Japanese Monkeys' Abnormal Blood Linked To Fukushima Radioactive Disaster

Wild monkeys in the Fukushima region of Japan have blood abnormalities linked to the radioactive fall-out from the 2011 nuclear power plant disaster, according to a new scientific study that may help increase the understanding of radiation on human health.

The Japanese macaques (Macaca fuscata) were found to have low white and red blood cell levels and low haemoglobin, which the researchers say could make them more prone to infectious diseases.

But critics of the study say the link between the abnormal blood tests and the radiation exposure of the monkeys remains unproven and that the radiation doses may have been too small to cause the effect.

The scientists compared 61 monkeys living 70km (44 miles) from the the Fukushima Daiichi nuclear power plant with 31 monkeys from the Shimokita Penisula, over 400km (249 miles) from Fukushima.

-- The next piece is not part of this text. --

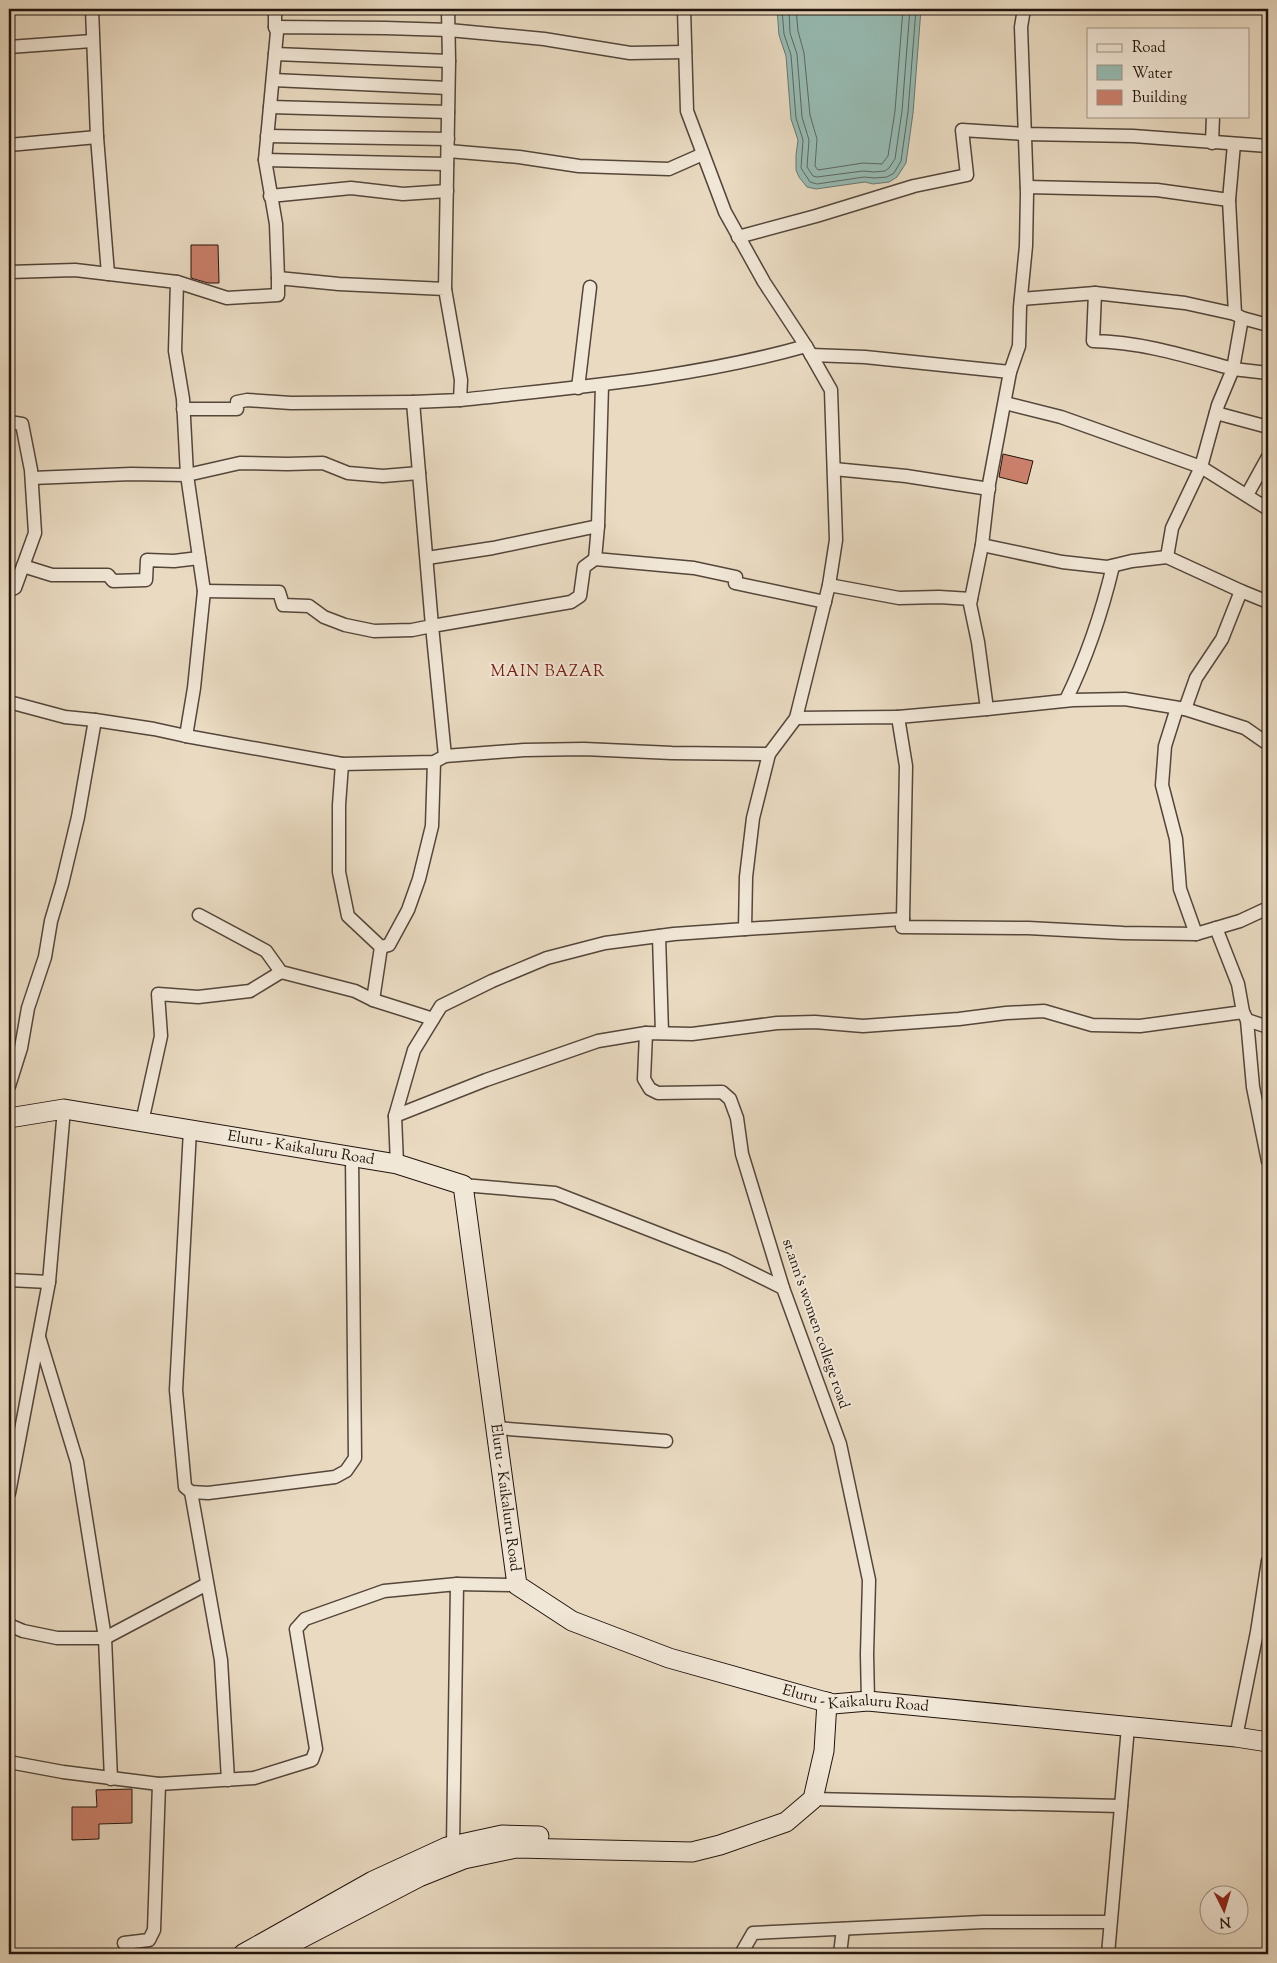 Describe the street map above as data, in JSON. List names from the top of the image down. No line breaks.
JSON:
{"streets":{"main road":["Eluru - Kaikaluru Road"],"street":["st.ann's women college road"]},"crossings":[["Eluru - Kaikaluru Road","st.ann's women college road"]],"districts":["MAIN BAZAR"],"legend":["Road","Water","Building"],"north":"bottom"} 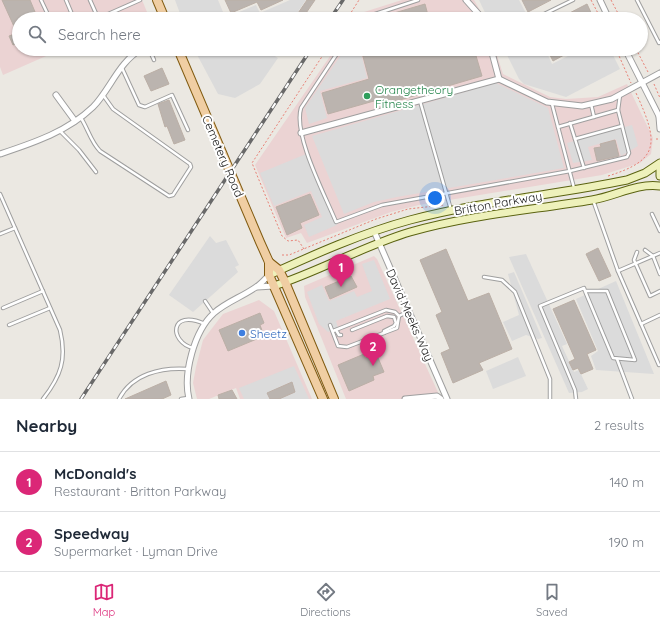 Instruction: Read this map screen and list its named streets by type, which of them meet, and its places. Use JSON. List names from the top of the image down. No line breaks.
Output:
{"streets":{"main road":["Cemetery Road","Britton Parkway"],"street":["David Meeks Way"]},"crossings":[["Cemetery Road","Britton Parkway"],["Britton Parkway","David Meeks Way"]],"places":["Orangetheory Fitness","Sheetz"],"page":{"search":"Search here","pins":["1","2"],"heading":["Nearby","2 results"],"list":[{"mark":"1","name":"McDonald's","note":"Restaurant · Britton Parkway","value":"140 m"},{"mark":"2","name":"Speedway","note":"Supermarket · Lyman Drive","value":"190 m"}],"nav":["Map","Directions","Saved"]}}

The Fukushima monkeys had low blood counts and radioactive caesium in their bodies, related to caesium levels in the soils where they lived. No caesium was detected in the Shimokita troop.

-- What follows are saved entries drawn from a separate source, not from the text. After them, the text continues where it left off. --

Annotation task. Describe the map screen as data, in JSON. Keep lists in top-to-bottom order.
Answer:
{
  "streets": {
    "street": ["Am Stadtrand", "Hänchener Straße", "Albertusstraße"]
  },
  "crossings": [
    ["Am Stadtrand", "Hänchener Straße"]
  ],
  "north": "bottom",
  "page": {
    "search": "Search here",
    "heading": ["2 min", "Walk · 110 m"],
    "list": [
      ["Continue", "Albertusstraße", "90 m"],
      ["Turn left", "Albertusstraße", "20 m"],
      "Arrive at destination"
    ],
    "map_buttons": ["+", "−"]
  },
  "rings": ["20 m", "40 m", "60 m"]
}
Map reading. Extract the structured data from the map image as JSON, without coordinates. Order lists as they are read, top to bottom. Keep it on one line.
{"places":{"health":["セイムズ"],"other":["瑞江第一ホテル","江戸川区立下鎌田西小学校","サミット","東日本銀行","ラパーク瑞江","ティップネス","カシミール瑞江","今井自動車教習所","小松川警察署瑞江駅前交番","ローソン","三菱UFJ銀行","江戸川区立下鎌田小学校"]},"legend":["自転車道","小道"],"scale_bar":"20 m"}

Professor Shin-ichi Hayama, at the Nippon Veterinary and Life Science University in Tokyo, told the Guardian that during Japan’s snowy winters the monkeys feed on tree buds and bark, where caesium has been shown to accumulate at high concentrations.

“This first data from non-human primates — the closest taxonomic relatives of humans — should make a notable contribution to future research on the health effects of radiation exposure in humans,” he said. The work, which ruled out disease or malnutrition as a cause of the low blood counts, is published in the peer-reviewed journal Scientific Reports.


Full story here.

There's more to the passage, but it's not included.